▶ [What the exercise asks]: Retype each entry below exactly. Do not carry any image over.

.....

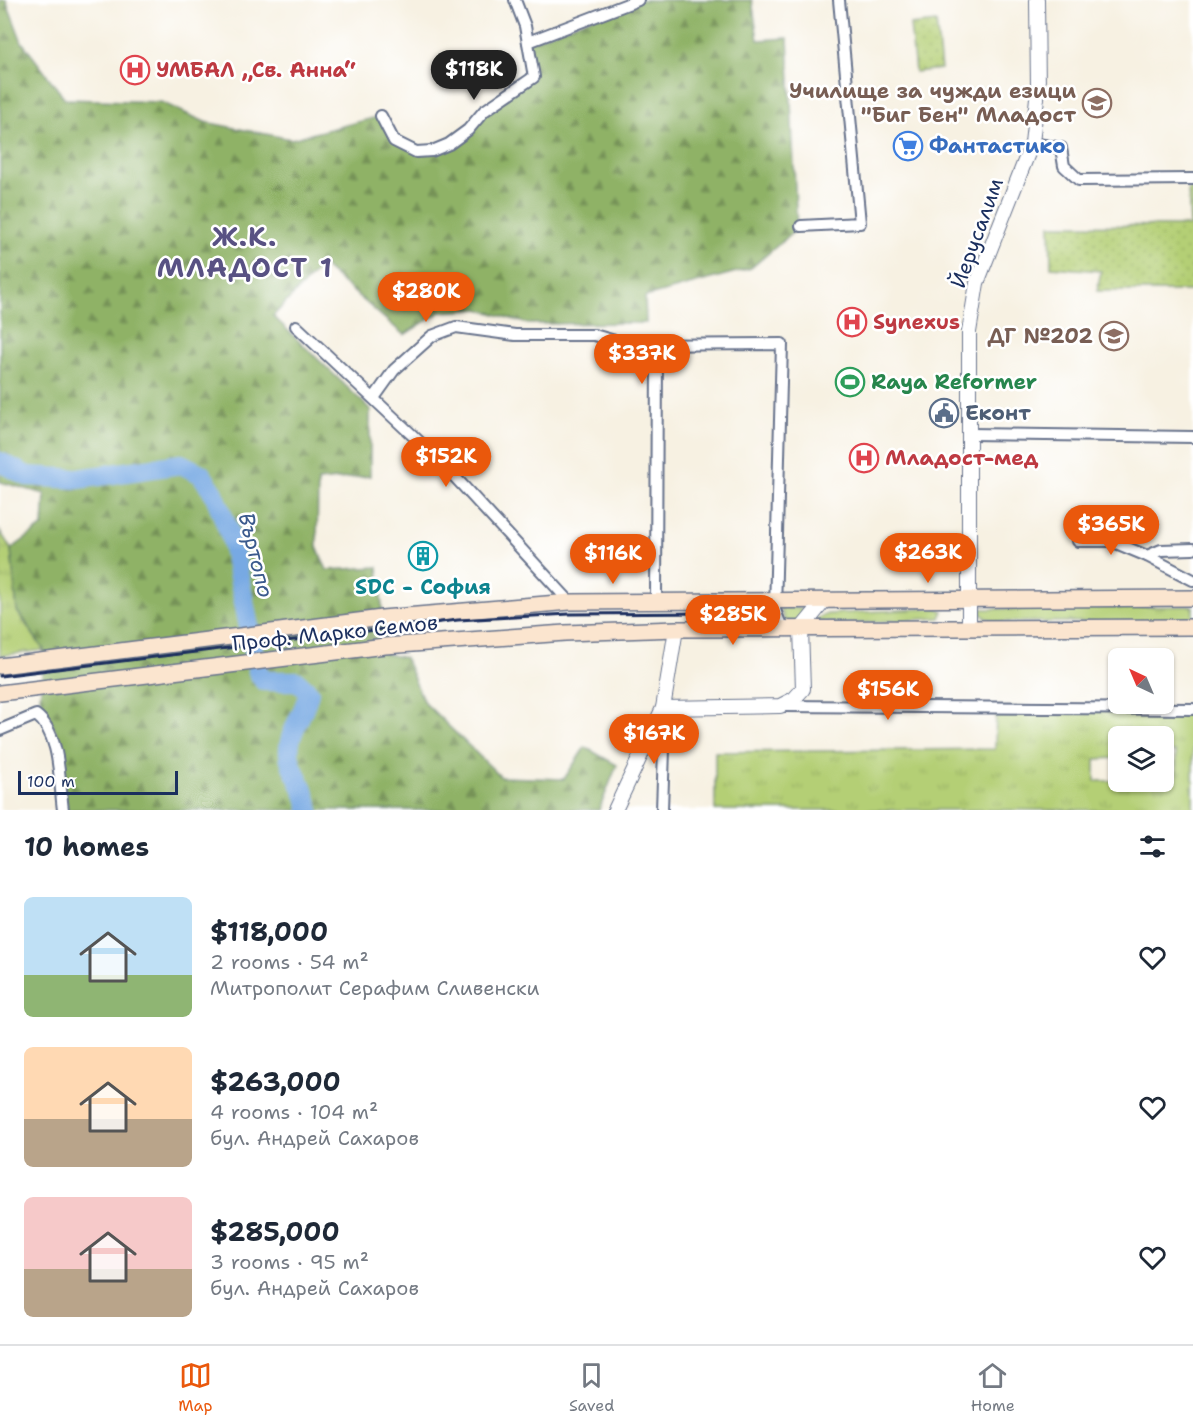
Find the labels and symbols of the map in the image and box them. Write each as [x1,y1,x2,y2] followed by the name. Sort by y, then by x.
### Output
[432,50,516,101] pin: $118K
[119,54,151,86] hospital icon: УМБАЛ „Св. Анна“
[156,56,356,84] place label: УМБАЛ „Св. Анна“
[789,77,1076,129] place label: Училище за чужди езици "Биг Бен" Младост
[1081,87,1113,119] school or university icon: Училище за чужди езици "Биг Бен" Младост
[892,130,924,162] supermarket icon: Фантастико
[929,132,1066,160] place label: Фантастико
[944,174,1010,292] street label: Йерусалим
[157,218,333,286] district label: Ж.К. МЛАДОСТ 1
[384,272,468,323] pin: $280K
[836,306,868,338] hospital icon: Synexus
[873,308,960,336] place label: Synexus
[1098,320,1130,352] school or university icon: ДГ №202
[987,322,1093,350] place label: ДГ №202
[600,334,684,385] pin: $337K
[834,366,866,398] sports icon: Raya Reformer
[871,368,1037,396] place label: Raya Reformer
[928,397,960,429] public building icon: Еконт
[965,399,1031,427] place label: Еконт
[404,437,488,488] pin: $152K
[848,442,880,474] hospital icon: Младост-мед
[885,444,1039,472] place label: Младост-мед
[1069,505,1153,556] pin: $365K
[231,509,281,601] water label: Въртопо
[886,533,970,584] pin: $263K
[571,534,655,585] pin: $116K
[407,540,439,572] building icon: SDC - София
[355,573,491,601] place label: SDC - София
[691,595,775,646] pin: $285K
[231,608,439,658] street label: Проф. Марко Семов
[1108,648,1174,714] north arrow
[846,670,930,721] pin: $156K
[612,714,696,765] pin: $167K
[18,768,178,796] scale bar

.....

▶ [The completed task]:
Find the labels and symbols of the map in the image and box them. Write each as [x1,y1,x2,y2] followed by the name. Sort by y, then by x.
### Output
[432,50,516,101] pin: $118K
[119,54,151,86] hospital icon: УМБАЛ „Св. Анна“
[156,56,356,84] place label: УМБАЛ „Св. Анна“
[789,77,1076,129] place label: Училище за чужди езици "Биг Бен" Младост
[1081,87,1113,119] school or university icon: Училище за чужди езици "Биг Бен" Младост
[892,130,924,162] supermarket icon: Фантастико
[929,132,1066,160] place label: Фантастико
[944,174,1010,292] street label: Йерусалим
[157,218,333,286] district label: Ж.К. МЛАДОСТ 1
[384,272,468,323] pin: $280K
[836,306,868,338] hospital icon: Synexus
[873,308,960,336] place label: Synexus
[1098,320,1130,352] school or university icon: ДГ №202
[987,322,1093,350] place label: ДГ №202
[600,334,684,385] pin: $337K
[834,366,866,398] sports icon: Raya Reformer
[871,368,1037,396] place label: Raya Reformer
[928,397,960,429] public building icon: Еконт
[965,399,1031,427] place label: Еконт
[404,437,488,488] pin: $152K
[848,442,880,474] hospital icon: Младост-мед
[885,444,1039,472] place label: Младост-мед
[1069,505,1153,556] pin: $365K
[231,509,281,601] water label: Въртопо
[886,533,970,584] pin: $263K
[571,534,655,585] pin: $116K
[407,540,439,572] building icon: SDC - София
[355,573,491,601] place label: SDC - София
[691,595,775,646] pin: $285K
[231,608,439,658] street label: Проф. Марко Семов
[1108,648,1174,714] north arrow
[846,670,930,721] pin: $156K
[612,714,696,765] pin: $167K
[18,768,178,796] scale bar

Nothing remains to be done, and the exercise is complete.